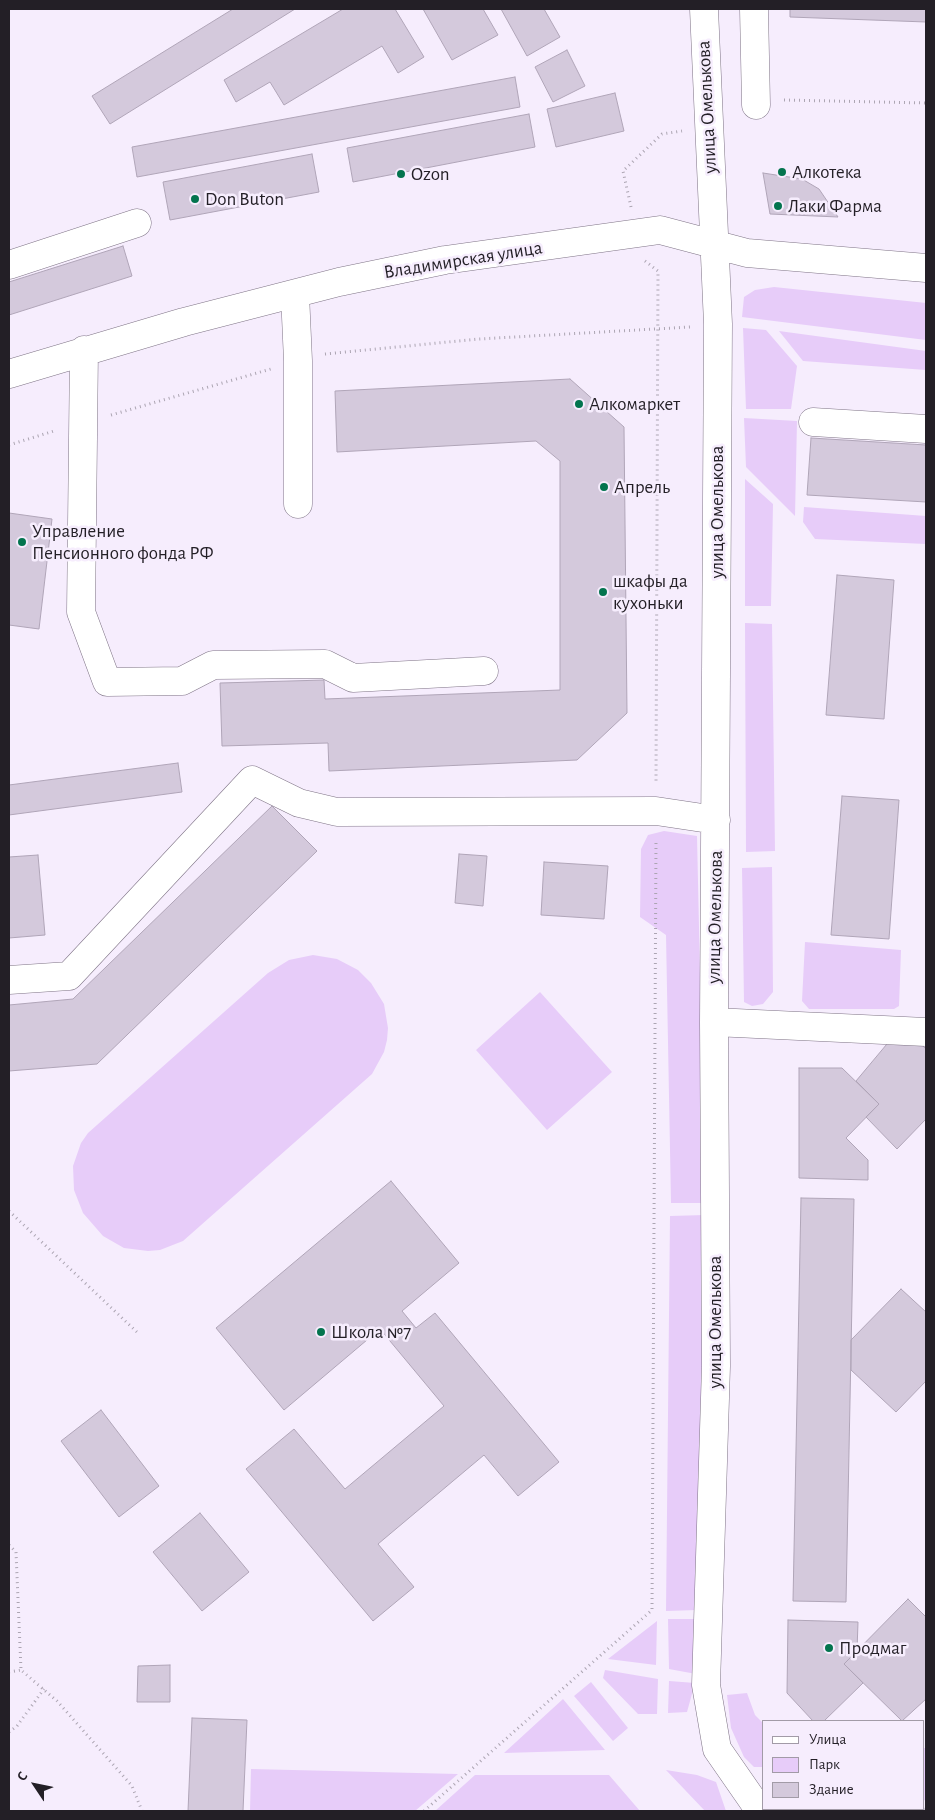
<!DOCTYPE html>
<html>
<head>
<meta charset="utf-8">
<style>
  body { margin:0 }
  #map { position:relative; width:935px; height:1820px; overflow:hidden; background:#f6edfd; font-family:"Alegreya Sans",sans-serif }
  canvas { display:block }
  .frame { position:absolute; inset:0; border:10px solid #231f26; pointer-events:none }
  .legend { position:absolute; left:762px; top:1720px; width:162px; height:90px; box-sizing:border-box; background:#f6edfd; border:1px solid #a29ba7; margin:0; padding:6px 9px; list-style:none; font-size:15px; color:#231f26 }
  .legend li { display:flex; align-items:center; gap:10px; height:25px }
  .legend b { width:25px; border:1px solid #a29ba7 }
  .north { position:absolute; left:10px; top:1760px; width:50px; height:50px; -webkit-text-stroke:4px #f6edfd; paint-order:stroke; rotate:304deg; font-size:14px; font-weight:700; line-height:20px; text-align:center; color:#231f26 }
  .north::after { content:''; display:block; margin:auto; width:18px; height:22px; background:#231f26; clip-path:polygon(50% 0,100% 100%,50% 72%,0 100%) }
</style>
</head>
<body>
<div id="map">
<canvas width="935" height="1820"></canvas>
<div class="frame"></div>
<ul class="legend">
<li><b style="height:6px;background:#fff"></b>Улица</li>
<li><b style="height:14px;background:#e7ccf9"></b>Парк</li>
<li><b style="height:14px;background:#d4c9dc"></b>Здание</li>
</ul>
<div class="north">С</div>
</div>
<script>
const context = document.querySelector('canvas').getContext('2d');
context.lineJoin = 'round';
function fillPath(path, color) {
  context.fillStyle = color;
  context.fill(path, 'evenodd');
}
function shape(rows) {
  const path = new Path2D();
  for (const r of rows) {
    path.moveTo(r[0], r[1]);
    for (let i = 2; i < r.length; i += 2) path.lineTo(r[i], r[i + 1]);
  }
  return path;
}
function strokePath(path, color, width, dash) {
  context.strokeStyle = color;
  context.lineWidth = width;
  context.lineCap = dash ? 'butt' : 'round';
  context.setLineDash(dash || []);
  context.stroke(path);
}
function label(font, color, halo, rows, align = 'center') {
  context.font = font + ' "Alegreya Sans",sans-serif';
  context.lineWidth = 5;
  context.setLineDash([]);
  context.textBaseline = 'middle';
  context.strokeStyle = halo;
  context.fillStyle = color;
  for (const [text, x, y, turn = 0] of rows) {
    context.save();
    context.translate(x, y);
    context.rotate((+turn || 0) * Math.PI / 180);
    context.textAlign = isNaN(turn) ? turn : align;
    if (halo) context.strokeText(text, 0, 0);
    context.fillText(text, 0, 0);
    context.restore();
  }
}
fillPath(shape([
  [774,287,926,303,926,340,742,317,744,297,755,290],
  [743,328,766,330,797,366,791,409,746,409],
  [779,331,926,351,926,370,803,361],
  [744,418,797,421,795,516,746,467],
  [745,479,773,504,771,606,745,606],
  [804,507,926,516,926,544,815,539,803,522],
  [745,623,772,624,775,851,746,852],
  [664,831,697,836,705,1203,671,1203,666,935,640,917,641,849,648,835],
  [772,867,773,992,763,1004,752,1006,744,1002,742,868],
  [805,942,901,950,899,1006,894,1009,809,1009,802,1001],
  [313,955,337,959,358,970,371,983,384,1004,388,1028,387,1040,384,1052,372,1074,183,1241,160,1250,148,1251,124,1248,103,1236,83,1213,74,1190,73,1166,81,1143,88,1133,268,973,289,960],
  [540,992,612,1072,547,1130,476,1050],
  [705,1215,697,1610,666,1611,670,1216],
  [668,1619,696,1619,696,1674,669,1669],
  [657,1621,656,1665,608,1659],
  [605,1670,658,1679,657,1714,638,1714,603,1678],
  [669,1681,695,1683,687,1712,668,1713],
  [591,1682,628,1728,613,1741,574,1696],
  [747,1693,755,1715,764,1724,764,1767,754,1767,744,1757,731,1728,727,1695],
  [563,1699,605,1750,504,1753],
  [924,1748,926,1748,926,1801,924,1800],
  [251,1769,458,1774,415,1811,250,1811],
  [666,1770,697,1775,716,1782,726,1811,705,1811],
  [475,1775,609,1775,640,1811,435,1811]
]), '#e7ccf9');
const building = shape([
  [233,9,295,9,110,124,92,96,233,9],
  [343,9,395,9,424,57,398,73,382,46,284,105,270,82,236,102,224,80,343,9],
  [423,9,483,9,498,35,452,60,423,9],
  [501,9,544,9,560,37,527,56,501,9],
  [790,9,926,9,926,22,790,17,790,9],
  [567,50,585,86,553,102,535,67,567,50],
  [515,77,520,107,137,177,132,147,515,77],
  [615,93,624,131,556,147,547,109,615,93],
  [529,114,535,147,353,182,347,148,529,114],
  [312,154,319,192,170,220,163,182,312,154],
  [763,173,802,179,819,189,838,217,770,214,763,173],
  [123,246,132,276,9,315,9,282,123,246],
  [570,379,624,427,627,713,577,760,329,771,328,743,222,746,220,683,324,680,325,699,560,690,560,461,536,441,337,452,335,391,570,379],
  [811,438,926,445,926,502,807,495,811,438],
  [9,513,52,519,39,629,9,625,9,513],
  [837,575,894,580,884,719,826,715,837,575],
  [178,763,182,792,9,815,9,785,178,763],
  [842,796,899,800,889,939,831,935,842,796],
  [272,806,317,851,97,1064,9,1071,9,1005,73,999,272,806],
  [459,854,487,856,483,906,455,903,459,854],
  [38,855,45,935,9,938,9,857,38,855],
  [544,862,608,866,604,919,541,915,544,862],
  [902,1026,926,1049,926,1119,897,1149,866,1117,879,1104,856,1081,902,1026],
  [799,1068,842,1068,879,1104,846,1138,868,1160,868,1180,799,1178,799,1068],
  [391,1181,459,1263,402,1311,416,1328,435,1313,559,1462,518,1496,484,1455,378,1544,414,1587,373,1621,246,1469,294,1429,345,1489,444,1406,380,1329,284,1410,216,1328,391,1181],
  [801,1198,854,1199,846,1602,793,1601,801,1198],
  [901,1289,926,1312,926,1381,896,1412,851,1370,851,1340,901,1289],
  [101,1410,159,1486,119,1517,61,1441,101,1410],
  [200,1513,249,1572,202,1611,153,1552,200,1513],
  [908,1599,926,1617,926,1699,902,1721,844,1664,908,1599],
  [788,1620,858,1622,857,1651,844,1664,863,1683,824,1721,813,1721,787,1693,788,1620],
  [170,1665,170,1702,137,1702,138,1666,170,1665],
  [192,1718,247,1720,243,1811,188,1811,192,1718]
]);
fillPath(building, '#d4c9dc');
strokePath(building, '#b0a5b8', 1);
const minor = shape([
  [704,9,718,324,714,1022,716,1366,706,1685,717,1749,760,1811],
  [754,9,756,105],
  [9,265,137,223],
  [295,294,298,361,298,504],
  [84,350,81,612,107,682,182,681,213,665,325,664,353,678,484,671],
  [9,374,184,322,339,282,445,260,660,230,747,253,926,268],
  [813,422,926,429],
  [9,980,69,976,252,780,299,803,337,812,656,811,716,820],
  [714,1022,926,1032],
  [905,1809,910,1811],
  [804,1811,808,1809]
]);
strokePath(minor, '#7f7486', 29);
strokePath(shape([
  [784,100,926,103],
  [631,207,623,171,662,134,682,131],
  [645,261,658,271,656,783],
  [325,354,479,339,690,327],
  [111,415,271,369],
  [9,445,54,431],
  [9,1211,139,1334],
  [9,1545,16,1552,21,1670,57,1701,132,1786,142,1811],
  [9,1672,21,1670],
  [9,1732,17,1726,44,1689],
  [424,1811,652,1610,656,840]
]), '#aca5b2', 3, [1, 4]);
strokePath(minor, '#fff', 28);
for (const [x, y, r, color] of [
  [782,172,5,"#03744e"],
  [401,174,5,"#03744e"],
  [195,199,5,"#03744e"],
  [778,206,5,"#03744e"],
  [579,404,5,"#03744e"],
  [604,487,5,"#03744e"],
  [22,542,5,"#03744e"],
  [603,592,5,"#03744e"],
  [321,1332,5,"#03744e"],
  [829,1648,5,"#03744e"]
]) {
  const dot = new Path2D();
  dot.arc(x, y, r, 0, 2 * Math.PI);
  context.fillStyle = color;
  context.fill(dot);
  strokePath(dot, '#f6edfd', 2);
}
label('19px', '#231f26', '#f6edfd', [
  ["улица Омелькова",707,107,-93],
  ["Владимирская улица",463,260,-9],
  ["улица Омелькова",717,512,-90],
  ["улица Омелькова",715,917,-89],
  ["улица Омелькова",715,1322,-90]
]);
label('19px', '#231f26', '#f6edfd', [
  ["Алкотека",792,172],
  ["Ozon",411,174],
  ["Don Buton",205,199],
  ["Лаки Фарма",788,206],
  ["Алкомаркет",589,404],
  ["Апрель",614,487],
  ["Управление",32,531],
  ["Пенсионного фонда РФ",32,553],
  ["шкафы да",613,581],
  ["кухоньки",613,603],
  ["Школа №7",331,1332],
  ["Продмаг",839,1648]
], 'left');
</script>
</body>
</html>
────────────────────────────────────────
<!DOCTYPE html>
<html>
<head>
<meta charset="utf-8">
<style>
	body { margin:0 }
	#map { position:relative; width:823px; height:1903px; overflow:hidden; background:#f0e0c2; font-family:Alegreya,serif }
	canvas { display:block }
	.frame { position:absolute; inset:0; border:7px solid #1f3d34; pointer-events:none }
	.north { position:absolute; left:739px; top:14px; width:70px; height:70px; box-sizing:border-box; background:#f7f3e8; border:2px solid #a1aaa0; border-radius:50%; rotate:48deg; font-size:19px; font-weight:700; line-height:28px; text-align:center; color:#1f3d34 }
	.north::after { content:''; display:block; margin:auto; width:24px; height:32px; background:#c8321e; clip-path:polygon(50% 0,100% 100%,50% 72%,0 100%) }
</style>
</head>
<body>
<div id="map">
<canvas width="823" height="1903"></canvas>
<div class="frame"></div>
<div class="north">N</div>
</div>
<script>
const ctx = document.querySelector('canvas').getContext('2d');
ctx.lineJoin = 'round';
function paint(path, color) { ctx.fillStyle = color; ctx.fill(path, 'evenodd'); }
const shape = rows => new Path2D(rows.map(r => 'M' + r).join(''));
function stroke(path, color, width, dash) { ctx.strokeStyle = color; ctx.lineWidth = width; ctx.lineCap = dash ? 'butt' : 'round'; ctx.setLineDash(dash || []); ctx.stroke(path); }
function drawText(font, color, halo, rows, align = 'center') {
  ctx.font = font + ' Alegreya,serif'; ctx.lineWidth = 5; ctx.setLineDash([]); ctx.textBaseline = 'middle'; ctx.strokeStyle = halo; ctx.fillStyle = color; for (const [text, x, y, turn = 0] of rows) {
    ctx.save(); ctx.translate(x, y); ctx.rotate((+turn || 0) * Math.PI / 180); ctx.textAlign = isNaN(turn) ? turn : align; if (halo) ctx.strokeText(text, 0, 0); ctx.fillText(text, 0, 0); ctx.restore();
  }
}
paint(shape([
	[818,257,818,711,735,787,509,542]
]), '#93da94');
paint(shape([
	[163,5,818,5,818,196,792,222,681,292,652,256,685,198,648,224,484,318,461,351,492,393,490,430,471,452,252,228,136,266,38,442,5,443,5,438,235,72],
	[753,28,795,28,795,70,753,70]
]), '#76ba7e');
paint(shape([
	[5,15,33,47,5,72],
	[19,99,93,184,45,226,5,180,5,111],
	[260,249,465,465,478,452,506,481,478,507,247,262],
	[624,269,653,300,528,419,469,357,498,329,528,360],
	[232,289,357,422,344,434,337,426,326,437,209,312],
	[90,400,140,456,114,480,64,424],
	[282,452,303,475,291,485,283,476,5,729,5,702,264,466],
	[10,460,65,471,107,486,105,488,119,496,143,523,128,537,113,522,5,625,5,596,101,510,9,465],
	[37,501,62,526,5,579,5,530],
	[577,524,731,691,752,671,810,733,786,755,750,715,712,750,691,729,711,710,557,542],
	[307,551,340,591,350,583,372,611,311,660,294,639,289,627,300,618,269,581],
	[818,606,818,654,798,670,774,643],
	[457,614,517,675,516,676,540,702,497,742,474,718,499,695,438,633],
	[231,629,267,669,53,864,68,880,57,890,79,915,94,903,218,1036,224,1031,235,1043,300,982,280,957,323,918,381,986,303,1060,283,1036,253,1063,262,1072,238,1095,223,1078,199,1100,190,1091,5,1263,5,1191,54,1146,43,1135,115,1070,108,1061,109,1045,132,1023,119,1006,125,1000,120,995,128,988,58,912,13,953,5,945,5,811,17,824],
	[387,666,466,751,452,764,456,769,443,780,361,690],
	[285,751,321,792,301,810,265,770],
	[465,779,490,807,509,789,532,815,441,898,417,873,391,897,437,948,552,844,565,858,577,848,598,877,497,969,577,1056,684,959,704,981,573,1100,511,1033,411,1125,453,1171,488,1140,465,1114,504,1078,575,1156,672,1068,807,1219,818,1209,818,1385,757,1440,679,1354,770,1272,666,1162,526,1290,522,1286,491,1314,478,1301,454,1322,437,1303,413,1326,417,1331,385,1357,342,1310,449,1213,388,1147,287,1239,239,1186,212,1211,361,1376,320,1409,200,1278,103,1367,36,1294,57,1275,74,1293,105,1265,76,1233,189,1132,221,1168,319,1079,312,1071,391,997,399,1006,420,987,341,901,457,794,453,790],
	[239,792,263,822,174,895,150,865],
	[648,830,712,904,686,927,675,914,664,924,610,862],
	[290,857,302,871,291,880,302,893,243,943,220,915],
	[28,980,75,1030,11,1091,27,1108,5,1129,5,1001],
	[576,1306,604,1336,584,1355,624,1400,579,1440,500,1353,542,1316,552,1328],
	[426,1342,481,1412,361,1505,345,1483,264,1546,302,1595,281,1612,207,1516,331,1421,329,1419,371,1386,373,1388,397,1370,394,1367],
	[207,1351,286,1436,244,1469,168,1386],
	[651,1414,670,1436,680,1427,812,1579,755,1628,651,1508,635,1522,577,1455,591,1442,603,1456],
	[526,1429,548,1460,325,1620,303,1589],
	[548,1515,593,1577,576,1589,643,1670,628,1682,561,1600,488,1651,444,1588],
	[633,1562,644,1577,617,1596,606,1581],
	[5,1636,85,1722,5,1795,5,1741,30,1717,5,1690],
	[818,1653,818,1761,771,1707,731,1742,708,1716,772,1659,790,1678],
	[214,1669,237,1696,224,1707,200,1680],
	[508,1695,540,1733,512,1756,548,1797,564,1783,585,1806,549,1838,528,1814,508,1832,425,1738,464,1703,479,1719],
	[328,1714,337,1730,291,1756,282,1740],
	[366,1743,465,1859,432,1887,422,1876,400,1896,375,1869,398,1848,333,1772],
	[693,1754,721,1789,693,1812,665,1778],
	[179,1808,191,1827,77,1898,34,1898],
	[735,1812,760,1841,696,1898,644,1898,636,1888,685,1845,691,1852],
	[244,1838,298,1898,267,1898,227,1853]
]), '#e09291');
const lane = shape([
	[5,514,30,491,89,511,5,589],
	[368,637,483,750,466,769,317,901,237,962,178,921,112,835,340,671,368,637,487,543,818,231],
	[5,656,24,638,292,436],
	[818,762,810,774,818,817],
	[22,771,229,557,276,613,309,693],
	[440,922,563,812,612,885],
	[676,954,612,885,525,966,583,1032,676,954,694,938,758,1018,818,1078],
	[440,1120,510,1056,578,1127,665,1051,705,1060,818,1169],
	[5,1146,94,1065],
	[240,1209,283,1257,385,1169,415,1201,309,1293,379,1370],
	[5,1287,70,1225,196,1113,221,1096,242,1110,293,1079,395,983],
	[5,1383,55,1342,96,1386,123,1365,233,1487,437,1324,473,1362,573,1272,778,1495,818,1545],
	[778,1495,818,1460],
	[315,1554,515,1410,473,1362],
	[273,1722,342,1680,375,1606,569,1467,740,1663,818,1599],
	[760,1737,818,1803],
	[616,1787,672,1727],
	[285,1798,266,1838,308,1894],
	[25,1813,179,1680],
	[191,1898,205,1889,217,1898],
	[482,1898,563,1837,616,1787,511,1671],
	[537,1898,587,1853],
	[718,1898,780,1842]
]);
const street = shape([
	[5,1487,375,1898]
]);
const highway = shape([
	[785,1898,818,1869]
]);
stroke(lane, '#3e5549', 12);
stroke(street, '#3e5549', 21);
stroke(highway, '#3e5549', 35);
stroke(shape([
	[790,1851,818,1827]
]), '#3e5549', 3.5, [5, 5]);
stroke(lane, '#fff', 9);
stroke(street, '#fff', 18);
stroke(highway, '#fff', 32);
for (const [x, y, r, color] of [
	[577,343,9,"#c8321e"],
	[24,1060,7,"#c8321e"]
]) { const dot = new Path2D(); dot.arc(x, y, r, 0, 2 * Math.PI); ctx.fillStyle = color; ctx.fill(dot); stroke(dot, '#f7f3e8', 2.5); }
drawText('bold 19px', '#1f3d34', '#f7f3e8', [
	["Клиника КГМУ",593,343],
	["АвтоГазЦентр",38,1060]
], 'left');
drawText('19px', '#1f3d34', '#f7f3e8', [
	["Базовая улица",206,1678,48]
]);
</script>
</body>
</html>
────────────────────────────────────────
Write down, word for word, the lines above from the one containing "function strokePath(path, color, width, dash)" through the one containing "context.save();", both ends included.

Task answer:
function strokePath(path, color, width, dash) {
  context.strokeStyle = color;
  context.lineWidth = width;
  context.lineCap = dash ? 'butt' : 'round';
  context.setLineDash(dash || []);
  context.stroke(path);
}
function label(font, color, halo, rows, align = 'center') {
  context.font = font + ' "Alegreya Sans",sans-serif';
  context.lineWidth = 5;
  context.setLineDash([]);
  context.textBaseline = 'middle';
  context.strokeStyle = halo;
  context.fillStyle = color;
  for (const [text, x, y, turn = 0] of rows) {
    context.save();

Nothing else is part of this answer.